[Recorded data]
────

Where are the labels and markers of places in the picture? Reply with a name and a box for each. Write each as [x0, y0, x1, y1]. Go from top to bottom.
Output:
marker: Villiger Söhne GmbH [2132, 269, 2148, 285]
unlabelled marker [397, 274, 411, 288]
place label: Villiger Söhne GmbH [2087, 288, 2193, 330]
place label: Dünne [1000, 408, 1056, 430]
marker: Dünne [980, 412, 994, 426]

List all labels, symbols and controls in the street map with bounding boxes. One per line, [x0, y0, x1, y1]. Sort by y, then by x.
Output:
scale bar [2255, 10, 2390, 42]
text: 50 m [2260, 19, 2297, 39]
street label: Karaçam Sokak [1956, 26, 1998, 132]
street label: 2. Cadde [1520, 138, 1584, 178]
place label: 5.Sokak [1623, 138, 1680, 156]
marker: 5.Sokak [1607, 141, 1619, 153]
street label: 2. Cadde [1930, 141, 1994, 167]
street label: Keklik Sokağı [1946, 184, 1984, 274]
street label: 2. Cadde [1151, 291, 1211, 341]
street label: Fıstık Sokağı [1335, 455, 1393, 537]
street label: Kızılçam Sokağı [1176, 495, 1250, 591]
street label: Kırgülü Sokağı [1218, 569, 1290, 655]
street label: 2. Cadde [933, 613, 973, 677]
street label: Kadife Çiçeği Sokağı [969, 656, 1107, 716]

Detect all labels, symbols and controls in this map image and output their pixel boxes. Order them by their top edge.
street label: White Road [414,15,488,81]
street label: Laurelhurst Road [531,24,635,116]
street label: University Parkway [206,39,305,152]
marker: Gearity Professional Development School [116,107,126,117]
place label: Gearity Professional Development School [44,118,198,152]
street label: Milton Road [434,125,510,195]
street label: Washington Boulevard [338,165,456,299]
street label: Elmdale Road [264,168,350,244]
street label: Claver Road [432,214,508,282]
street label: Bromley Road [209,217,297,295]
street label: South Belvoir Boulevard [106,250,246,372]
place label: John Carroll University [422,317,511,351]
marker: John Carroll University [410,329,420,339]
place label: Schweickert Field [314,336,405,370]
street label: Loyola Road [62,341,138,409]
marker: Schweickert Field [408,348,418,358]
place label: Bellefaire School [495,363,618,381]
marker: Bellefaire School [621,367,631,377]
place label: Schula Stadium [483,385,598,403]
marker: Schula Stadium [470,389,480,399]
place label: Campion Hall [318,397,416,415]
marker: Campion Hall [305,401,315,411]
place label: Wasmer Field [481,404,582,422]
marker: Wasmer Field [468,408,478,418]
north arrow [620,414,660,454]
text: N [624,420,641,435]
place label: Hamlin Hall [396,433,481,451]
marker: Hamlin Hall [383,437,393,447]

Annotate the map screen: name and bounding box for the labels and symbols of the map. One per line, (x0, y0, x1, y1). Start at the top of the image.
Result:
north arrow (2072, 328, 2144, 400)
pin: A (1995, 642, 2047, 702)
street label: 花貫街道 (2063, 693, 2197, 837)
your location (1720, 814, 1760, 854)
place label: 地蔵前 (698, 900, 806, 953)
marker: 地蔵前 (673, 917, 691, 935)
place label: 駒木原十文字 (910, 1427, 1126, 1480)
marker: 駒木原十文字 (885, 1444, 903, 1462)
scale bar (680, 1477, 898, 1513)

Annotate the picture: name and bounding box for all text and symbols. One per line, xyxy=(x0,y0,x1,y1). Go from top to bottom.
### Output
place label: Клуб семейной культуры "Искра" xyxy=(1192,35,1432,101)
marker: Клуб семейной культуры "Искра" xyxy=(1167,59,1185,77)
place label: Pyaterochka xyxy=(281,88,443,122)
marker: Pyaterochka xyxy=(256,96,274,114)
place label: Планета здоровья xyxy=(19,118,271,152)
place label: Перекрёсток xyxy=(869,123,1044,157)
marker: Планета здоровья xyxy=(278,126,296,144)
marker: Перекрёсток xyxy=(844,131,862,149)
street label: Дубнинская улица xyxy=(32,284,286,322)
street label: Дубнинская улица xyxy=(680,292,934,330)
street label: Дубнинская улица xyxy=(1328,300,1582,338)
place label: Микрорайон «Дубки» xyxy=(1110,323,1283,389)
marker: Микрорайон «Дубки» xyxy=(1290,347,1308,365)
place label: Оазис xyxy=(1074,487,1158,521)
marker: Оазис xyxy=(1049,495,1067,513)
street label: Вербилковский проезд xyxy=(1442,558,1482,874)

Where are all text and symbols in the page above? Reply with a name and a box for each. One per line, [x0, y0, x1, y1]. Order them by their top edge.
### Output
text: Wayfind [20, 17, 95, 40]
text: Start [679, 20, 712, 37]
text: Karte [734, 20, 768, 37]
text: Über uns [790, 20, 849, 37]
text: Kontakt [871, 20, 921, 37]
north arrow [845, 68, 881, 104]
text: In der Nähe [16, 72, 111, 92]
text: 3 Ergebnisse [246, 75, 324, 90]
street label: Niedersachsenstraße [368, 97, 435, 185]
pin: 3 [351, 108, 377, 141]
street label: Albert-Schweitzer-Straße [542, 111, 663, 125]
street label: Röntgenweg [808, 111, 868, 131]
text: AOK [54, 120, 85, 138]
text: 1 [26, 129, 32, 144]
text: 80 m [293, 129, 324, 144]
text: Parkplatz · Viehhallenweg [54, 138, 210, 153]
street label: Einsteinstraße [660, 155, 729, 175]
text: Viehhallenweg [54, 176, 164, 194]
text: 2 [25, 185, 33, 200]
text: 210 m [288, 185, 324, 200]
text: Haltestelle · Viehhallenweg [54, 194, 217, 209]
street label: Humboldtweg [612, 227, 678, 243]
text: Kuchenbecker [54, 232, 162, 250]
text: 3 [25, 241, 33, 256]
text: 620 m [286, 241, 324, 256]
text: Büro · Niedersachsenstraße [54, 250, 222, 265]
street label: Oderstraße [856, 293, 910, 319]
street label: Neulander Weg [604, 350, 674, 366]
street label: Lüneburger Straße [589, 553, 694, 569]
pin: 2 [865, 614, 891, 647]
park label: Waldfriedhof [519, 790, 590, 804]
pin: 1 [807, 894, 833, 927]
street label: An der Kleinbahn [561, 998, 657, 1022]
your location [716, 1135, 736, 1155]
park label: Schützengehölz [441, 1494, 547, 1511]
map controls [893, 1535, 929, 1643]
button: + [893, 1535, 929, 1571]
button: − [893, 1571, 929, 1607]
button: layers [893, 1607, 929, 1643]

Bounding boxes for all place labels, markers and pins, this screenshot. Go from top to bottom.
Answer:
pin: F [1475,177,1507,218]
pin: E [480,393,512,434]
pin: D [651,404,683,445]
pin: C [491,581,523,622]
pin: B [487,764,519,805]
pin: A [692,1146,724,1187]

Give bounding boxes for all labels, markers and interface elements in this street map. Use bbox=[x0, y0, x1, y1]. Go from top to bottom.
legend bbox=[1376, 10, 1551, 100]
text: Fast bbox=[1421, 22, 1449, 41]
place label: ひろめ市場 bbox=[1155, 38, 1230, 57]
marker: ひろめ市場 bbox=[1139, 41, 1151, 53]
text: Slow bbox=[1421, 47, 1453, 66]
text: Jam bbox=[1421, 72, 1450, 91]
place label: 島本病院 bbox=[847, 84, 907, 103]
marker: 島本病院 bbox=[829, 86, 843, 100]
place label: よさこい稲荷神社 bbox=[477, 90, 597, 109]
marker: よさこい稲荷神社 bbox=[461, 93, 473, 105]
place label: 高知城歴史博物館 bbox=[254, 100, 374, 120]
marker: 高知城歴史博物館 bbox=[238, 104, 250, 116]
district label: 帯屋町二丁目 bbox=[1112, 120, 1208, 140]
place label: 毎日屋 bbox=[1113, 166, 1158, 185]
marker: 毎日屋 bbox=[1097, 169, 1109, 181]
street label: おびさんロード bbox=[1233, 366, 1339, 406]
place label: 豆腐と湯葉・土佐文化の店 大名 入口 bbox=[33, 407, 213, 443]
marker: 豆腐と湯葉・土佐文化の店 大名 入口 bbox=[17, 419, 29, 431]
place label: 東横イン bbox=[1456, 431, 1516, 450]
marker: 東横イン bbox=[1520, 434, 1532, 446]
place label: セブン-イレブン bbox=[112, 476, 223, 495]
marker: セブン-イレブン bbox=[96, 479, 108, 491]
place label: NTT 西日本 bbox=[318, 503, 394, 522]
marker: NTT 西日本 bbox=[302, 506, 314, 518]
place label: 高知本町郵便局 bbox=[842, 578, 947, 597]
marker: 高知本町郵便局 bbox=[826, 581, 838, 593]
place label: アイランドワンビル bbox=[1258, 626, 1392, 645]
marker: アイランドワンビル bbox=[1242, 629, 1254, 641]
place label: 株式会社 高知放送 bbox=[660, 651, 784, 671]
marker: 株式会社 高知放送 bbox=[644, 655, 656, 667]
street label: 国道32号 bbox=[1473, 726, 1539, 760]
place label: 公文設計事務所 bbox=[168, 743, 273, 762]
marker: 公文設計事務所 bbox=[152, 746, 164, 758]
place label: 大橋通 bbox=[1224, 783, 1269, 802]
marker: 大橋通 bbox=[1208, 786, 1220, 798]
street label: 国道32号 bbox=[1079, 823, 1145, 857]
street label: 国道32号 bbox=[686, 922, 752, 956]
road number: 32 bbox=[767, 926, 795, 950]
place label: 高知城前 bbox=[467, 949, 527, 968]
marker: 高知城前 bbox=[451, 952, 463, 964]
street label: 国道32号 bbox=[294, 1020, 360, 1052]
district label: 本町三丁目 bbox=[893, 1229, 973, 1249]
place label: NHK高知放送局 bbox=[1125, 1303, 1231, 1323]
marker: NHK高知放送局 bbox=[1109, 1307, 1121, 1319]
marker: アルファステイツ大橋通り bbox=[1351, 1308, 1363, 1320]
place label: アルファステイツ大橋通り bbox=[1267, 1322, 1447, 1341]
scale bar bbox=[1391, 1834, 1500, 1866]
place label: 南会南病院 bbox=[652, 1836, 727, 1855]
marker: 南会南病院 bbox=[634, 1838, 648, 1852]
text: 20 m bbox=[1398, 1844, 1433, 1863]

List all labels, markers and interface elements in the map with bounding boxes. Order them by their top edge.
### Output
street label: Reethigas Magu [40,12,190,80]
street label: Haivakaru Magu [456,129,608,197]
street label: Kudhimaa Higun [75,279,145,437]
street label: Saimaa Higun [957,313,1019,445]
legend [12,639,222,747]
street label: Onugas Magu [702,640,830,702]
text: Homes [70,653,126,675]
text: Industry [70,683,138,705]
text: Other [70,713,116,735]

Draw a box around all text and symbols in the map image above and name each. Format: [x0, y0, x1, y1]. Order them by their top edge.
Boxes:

────

> **Work to be completed**: Scan the entries above for the word "name". Report the lines that hold it.

> **The answer**:
Where are the labels and markers of places in the picture? Reply with a name and a box for each. Write each as [x0, y0, x1, y1]. Go from top to bottom.
Annotate the map screen: name and bounding box for the labels and symbols of the map. One per line, (x0, y0, x1, y1). Start at the top of the image.
Annotate the picture: name and bounding box for all text and symbols. One per line, xyxy=(x0,y0,x1,y1). Go from top to bottom.
Where are all text and symbols in the page above? Reply with a name and a box for each. One per line, [x0, y0, x1, y1]. Order them by their top edge.
Draw a box around all text and symbols in the map image above and name each. Format: [x0, y0, x1, y1]. Order them by their top edge.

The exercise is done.